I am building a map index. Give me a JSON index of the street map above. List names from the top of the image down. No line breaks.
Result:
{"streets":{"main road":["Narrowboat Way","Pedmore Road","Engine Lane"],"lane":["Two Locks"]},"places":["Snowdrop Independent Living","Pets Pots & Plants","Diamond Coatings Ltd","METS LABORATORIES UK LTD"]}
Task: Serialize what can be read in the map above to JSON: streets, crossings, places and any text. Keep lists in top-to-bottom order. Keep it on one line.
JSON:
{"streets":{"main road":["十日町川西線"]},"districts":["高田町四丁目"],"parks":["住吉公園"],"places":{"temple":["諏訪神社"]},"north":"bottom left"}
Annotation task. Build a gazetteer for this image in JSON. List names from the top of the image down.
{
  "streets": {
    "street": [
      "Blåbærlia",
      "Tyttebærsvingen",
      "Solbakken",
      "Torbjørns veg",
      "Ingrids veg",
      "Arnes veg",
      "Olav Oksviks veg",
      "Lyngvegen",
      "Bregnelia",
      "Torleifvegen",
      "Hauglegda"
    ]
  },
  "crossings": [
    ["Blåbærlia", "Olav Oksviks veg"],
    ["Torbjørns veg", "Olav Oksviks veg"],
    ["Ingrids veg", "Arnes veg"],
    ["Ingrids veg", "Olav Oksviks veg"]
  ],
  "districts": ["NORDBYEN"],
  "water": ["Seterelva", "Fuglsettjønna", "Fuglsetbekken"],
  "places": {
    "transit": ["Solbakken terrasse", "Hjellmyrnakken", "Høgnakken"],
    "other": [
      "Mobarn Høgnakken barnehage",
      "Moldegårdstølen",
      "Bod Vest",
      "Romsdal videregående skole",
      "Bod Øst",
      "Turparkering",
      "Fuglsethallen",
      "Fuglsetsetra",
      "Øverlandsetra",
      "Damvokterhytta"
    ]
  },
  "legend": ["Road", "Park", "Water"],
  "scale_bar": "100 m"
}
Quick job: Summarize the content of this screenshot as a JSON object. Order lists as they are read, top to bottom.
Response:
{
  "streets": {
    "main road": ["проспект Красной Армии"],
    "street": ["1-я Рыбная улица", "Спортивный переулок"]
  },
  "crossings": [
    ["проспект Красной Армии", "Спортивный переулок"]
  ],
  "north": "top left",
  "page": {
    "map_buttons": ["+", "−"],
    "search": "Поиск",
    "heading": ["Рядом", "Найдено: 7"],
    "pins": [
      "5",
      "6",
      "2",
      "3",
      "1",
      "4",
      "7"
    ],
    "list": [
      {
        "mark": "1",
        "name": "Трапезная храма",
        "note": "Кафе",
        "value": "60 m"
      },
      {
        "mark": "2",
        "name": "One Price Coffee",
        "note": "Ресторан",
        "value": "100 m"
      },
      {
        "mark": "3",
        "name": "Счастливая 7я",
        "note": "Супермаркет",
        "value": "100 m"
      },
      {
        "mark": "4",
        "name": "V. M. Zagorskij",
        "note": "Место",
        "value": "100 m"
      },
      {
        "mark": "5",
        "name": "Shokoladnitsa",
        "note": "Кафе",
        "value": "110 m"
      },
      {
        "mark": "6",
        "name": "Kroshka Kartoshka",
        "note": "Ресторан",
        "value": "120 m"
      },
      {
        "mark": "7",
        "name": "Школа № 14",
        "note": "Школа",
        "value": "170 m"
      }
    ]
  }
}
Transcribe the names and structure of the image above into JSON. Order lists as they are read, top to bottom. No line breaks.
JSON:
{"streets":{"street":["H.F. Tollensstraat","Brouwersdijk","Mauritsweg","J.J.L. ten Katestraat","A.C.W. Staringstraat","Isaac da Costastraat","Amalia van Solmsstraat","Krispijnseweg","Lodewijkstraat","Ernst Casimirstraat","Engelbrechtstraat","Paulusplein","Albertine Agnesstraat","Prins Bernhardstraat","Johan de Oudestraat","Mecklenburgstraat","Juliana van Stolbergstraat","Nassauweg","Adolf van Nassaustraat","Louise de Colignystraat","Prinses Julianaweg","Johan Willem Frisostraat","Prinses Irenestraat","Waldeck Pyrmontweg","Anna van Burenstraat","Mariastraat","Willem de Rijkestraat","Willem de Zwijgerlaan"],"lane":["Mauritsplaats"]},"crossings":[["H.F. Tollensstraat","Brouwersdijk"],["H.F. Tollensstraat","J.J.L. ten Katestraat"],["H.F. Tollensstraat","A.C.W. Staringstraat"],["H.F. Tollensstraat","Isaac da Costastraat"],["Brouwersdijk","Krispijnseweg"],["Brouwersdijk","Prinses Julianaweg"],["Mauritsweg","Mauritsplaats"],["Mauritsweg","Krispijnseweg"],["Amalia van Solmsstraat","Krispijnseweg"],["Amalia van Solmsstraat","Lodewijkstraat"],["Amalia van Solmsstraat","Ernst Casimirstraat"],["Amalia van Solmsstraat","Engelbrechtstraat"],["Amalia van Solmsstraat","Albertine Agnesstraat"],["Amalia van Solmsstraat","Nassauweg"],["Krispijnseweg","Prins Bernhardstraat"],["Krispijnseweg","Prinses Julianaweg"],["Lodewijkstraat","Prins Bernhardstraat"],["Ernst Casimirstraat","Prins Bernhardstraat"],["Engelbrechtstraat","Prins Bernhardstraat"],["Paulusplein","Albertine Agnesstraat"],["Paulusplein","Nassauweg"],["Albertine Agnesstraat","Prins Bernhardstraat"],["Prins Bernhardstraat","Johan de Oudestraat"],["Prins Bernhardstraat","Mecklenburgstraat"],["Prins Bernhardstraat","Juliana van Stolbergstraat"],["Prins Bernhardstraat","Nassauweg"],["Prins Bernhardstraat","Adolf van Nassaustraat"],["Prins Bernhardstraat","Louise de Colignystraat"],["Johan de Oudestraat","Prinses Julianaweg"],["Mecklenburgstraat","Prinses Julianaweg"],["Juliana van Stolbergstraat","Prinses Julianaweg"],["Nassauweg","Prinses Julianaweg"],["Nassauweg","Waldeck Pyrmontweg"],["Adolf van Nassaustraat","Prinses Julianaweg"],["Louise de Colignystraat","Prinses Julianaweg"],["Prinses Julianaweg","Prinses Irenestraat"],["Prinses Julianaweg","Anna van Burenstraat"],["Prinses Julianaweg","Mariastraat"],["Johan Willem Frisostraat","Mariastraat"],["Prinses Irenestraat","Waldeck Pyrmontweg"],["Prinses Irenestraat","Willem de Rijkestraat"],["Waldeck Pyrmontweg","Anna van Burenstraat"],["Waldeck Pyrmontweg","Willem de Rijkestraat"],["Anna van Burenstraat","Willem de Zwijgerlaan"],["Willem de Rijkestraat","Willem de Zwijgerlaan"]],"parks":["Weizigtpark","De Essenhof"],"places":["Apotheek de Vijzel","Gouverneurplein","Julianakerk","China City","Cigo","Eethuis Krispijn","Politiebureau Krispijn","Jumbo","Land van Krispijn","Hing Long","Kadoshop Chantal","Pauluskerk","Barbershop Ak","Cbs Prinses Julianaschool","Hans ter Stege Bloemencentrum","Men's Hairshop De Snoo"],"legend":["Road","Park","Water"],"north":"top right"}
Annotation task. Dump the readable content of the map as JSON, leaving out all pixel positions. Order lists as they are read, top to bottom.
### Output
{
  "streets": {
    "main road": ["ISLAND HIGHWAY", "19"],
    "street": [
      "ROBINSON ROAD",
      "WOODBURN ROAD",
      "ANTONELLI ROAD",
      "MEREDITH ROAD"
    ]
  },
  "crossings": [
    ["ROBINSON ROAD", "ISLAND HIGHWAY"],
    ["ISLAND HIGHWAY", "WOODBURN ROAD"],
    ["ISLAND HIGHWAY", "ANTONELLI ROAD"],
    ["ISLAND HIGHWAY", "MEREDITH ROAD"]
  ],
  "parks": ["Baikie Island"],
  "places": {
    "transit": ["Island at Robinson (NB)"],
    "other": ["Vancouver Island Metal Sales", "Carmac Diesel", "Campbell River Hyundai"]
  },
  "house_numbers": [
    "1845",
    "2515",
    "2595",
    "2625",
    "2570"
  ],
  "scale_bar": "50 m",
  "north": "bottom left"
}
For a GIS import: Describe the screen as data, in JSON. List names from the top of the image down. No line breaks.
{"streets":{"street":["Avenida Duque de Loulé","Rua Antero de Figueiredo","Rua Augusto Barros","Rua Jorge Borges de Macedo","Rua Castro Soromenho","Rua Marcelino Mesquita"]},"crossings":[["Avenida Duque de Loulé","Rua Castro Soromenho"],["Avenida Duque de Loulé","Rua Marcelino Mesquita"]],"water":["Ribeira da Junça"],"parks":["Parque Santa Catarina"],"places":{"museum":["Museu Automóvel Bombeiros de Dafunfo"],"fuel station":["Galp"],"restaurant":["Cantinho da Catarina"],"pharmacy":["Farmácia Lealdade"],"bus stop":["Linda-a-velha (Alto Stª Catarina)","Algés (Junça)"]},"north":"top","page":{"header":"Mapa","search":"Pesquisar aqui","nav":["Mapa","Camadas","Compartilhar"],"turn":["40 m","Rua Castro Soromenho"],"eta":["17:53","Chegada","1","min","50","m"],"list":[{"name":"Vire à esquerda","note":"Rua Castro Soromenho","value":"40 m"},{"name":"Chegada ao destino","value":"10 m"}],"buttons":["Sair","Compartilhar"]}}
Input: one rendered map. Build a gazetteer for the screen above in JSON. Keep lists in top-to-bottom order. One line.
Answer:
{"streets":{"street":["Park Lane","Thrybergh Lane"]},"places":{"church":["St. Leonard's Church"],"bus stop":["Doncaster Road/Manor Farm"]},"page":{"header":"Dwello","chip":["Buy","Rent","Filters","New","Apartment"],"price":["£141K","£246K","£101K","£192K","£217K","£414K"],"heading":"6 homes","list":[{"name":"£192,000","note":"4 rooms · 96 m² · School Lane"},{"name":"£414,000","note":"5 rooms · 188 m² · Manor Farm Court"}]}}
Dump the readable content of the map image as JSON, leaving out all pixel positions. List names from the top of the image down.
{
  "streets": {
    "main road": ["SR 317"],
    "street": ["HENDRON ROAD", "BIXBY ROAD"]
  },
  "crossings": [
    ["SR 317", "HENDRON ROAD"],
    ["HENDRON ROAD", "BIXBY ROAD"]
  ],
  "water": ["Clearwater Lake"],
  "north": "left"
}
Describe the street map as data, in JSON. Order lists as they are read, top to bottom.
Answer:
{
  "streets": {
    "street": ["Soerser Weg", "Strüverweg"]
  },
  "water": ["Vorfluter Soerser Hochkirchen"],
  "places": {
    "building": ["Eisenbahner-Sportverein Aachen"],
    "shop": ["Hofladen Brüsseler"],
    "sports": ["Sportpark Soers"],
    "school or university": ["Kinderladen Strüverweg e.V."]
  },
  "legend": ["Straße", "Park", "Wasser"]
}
____________________
PROBLEM DESCRIPTION:
Only a number is wanted here: the count of lines in the listing above holding the string "Ingrids".

SOLUTION:
3